Ball Aerospace is the prime contractor for the U.S. Air Force Space Test Program’s Standard Interface Vehicle (STP-SIV) mission. The program has developed a common spacecraft bus with a standard payload interface to accelerate Department of Defense (DoD) space technology and ensure future U.S. space superiority. The Ball-built STPSat-3 spacecraft was completed in 47 days. By providing such a vehicle, the Space Test Program can shorten acquisition timelines and decrease spacecraft build costs for its defense industry customers.
Ball Aerospace was responsible for the overall system including the spacecraft and standard payload interface design and build, payload integration, space vehicle environmental testing, and launch and mission support.
The STP-SIV series of satellites, based on the Ball Configurable Platform (BCP), is ideal for a variety of science, technology development and risk reduction missions.
Additional photos available on Flickr.
Ball Program Manager
Michael Hackman is the Ball Aerospace STPSat-3 program manager, responsible for initiating, planning, executing, monitoring and controlling, and closing all aspects of the program. His role includes project integration, scope, time, cost, quality, human resources, communications, risk, and procurement management.
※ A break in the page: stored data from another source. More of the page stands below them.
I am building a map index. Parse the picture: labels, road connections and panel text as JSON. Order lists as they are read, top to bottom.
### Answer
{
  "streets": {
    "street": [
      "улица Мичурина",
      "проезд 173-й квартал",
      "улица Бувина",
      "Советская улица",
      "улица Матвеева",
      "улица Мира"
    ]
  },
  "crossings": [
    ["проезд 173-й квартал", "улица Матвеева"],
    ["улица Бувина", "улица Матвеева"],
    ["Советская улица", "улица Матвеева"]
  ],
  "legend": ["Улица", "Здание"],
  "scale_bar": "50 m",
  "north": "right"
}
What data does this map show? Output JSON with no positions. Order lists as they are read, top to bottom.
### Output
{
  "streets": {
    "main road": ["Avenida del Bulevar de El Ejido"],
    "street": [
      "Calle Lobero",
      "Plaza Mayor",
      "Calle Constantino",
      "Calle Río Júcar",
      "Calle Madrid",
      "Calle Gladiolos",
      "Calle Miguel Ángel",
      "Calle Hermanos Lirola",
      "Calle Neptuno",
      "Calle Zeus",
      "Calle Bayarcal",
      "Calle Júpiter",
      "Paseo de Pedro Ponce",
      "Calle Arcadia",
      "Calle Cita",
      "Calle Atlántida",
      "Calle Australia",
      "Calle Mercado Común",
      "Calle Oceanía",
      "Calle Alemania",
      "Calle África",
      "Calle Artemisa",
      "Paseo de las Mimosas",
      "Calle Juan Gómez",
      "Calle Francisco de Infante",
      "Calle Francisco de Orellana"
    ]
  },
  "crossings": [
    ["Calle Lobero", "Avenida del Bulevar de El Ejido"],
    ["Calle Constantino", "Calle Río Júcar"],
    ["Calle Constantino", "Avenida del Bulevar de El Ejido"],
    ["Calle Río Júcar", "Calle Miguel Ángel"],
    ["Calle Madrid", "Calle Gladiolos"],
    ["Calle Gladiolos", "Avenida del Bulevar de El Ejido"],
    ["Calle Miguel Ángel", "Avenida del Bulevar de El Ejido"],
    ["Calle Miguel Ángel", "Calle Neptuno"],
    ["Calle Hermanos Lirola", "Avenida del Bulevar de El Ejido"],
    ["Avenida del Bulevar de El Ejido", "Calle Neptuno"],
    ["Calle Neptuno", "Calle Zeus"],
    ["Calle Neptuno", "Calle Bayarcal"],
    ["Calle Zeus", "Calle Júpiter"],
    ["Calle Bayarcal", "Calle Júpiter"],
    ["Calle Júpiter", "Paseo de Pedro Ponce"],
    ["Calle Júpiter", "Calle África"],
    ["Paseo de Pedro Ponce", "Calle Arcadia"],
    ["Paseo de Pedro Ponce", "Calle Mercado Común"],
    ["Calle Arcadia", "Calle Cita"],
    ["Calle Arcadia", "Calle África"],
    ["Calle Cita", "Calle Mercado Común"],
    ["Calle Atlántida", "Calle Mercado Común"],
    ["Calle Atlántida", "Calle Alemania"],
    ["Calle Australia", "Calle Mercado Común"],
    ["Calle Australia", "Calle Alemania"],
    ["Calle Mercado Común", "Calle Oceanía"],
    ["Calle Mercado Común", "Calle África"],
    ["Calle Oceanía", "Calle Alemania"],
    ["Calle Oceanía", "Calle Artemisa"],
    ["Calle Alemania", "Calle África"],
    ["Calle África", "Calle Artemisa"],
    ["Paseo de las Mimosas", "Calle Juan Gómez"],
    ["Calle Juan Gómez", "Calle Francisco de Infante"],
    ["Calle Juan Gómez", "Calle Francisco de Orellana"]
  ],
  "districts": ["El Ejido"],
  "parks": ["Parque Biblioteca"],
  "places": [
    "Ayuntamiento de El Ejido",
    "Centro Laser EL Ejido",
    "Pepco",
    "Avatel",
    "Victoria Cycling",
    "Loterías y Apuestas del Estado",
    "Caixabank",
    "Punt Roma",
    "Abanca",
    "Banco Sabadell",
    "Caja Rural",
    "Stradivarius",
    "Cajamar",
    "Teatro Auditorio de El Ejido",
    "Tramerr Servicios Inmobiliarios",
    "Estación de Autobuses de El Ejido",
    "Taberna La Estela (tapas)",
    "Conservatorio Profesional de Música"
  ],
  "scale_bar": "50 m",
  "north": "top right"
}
He also oversees the performance of a highly skilled team and Ball’s interactions with the customer, company management, and other stake holders.
BCP-100 Fast Facts
- Spacecraft is approximately 24” x 28” x 28” high and weighs less than 110kg
- Accommodates multiple separate instruments
- STPSat-3 caries five payloads plus a de-orbit module
- Operates in any low earth orbit from 400 and 850 km altitude
- Remains easily adaptable for future missions – no design changes necessary for payloads that conform to the standard interface
- Maintains flexibility to launch on a large variety of vehicles, including the EELV Secondary Payload Adapter
- iMESA-R (Integrated Miniaturized Electrostatic Analyzer Reflight), a U.S. Air Force Academy mission designed to measure plasma densities and energies
- J-CORE (Joint Component Research), a space phenomenology mission sponsored by the Air Force Research Laboratory (AFRL) /EO Countermeasures Technology Branch (RYMW) & Army Space and Missile Defense Command (SMDC)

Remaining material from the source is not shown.